Tuesday, October 27, 2009

anderson

Sherwood Anderson's Winesberg, Ohio is rather strange in that it is comprised of such brief short stories but is really a loosely structured novel. We see something close to this with Hemingway's "Nick Adams" stories or Joyce's Dubliners, but Hemingway and Joyce are altogether different from Anderson, especially concerning prose style.
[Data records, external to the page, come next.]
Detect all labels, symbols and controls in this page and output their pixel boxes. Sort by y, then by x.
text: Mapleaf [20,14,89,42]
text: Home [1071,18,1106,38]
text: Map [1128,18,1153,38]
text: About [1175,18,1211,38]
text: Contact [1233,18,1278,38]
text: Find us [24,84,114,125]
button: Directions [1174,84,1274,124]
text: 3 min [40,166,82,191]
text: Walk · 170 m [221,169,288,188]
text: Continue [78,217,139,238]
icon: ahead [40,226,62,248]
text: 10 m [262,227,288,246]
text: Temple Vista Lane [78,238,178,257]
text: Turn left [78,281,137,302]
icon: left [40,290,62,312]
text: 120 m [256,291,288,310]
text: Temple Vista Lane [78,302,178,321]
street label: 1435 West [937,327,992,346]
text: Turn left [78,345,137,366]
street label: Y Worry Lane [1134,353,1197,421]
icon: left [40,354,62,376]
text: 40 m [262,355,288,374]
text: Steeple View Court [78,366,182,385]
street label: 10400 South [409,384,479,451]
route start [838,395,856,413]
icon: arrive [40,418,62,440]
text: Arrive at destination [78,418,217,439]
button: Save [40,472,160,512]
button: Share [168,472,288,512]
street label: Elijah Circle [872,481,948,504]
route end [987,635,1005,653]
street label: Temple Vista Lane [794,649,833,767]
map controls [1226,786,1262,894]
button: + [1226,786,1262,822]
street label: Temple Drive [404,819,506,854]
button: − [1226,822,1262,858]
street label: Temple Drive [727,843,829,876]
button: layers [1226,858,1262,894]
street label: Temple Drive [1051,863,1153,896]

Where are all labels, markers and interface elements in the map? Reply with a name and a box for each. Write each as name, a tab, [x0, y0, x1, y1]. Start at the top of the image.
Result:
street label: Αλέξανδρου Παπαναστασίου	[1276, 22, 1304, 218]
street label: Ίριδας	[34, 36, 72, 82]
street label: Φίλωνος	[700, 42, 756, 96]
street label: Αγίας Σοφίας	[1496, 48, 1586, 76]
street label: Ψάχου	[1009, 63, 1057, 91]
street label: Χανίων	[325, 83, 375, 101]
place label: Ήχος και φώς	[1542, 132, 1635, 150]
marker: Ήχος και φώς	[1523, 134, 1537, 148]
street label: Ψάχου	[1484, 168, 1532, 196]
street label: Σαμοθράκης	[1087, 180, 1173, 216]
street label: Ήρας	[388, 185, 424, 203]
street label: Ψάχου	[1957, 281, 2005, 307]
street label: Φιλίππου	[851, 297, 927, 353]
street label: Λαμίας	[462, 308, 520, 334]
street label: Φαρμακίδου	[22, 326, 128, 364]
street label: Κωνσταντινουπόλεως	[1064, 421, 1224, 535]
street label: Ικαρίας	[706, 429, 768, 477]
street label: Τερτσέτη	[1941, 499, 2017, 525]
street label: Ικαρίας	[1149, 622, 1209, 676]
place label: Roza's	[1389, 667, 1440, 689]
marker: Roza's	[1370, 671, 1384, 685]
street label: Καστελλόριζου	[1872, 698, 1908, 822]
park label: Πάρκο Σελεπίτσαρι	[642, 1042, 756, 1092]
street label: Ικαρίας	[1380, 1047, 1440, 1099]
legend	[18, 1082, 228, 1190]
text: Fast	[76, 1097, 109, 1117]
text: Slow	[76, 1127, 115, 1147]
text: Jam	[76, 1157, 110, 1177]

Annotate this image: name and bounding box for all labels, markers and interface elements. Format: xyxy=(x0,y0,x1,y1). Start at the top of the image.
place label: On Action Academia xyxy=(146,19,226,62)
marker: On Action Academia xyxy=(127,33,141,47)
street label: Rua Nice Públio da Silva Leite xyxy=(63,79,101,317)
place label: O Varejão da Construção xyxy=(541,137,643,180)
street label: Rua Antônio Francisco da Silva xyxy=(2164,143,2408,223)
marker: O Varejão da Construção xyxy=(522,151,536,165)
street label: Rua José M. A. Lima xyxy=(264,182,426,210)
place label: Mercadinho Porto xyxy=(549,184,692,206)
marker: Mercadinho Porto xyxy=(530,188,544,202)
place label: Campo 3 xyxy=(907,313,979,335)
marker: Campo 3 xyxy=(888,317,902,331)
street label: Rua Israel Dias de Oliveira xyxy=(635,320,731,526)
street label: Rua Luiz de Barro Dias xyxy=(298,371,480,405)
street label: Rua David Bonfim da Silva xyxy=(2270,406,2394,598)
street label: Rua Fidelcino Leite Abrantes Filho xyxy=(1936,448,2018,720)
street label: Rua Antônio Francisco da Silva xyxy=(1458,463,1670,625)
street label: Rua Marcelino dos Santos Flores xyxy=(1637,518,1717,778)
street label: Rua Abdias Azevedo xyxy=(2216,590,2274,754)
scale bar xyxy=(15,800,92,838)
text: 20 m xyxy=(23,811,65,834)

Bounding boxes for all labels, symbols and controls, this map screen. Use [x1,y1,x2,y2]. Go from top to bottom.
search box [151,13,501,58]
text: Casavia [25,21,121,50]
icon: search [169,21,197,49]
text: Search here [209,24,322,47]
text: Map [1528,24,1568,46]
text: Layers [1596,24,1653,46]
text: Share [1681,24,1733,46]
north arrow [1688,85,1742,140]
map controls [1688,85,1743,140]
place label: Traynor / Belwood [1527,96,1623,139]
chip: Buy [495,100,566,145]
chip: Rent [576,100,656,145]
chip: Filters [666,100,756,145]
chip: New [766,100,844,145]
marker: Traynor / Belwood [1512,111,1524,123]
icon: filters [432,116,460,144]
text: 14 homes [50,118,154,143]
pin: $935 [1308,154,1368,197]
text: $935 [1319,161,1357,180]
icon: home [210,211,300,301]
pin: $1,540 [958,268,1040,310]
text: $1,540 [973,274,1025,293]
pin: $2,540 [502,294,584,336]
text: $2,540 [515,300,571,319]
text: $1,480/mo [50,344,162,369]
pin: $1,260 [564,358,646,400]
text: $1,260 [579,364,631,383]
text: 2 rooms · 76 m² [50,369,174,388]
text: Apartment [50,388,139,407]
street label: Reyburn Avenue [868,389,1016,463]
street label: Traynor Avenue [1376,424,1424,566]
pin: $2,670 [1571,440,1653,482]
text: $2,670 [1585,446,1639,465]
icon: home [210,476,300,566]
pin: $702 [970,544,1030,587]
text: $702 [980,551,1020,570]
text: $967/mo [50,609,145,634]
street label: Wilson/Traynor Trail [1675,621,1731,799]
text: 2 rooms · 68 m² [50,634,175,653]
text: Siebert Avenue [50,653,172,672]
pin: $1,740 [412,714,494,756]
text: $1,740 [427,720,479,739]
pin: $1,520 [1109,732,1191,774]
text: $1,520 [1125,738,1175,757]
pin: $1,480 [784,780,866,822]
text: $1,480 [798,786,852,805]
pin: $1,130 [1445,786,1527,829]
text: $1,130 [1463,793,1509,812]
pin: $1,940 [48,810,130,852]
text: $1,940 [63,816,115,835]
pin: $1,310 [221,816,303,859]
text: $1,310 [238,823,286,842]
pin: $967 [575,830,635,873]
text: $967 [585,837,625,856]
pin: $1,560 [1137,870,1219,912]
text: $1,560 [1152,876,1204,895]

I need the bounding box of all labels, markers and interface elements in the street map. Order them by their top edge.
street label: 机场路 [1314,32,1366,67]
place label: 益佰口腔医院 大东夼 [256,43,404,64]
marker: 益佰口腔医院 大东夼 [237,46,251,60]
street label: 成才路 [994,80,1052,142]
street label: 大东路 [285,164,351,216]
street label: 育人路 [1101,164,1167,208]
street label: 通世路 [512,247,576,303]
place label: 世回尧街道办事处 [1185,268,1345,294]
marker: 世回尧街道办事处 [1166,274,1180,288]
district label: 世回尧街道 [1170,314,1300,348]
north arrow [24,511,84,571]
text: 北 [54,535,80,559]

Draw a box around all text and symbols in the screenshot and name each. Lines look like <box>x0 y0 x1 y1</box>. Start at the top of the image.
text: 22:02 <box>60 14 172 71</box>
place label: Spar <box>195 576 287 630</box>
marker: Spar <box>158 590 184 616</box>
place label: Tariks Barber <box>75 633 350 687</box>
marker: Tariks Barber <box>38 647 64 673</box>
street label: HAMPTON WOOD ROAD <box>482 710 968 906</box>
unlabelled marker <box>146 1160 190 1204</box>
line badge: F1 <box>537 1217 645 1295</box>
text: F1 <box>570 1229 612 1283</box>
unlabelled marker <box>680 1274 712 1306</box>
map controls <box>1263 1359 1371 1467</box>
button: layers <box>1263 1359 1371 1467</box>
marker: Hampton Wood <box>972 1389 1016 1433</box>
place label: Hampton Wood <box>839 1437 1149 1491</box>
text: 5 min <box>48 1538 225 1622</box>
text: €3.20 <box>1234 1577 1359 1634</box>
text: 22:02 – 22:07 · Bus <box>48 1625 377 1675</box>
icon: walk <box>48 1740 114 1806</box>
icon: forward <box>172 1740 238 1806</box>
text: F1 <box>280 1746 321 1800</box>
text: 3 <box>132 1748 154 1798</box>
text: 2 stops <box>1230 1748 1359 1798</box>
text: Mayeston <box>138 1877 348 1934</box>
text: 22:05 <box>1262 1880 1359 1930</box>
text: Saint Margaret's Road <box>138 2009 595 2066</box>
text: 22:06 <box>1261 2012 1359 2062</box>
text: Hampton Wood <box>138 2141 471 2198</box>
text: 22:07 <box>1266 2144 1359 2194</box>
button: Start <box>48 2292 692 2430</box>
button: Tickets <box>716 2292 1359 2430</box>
"The Book of the Grotesque" and "Paper Pills" both read something like an odd mixture of Poe and HP Lovecraft, where everyone in the world (or at least in the community at hand) is somehow evil or bad or crippled (physically or mentally) or "grotesque" in some way. Winesberg sounds more like hell than a midwestern community, although Ohio has always been closer to hell than the midwest. Notably, we don't get real or fully developed characters at all, only small clips. Even in the "Nick Adams" stories we actually know Nick Adams a little better after each story, but not in Anderson's case.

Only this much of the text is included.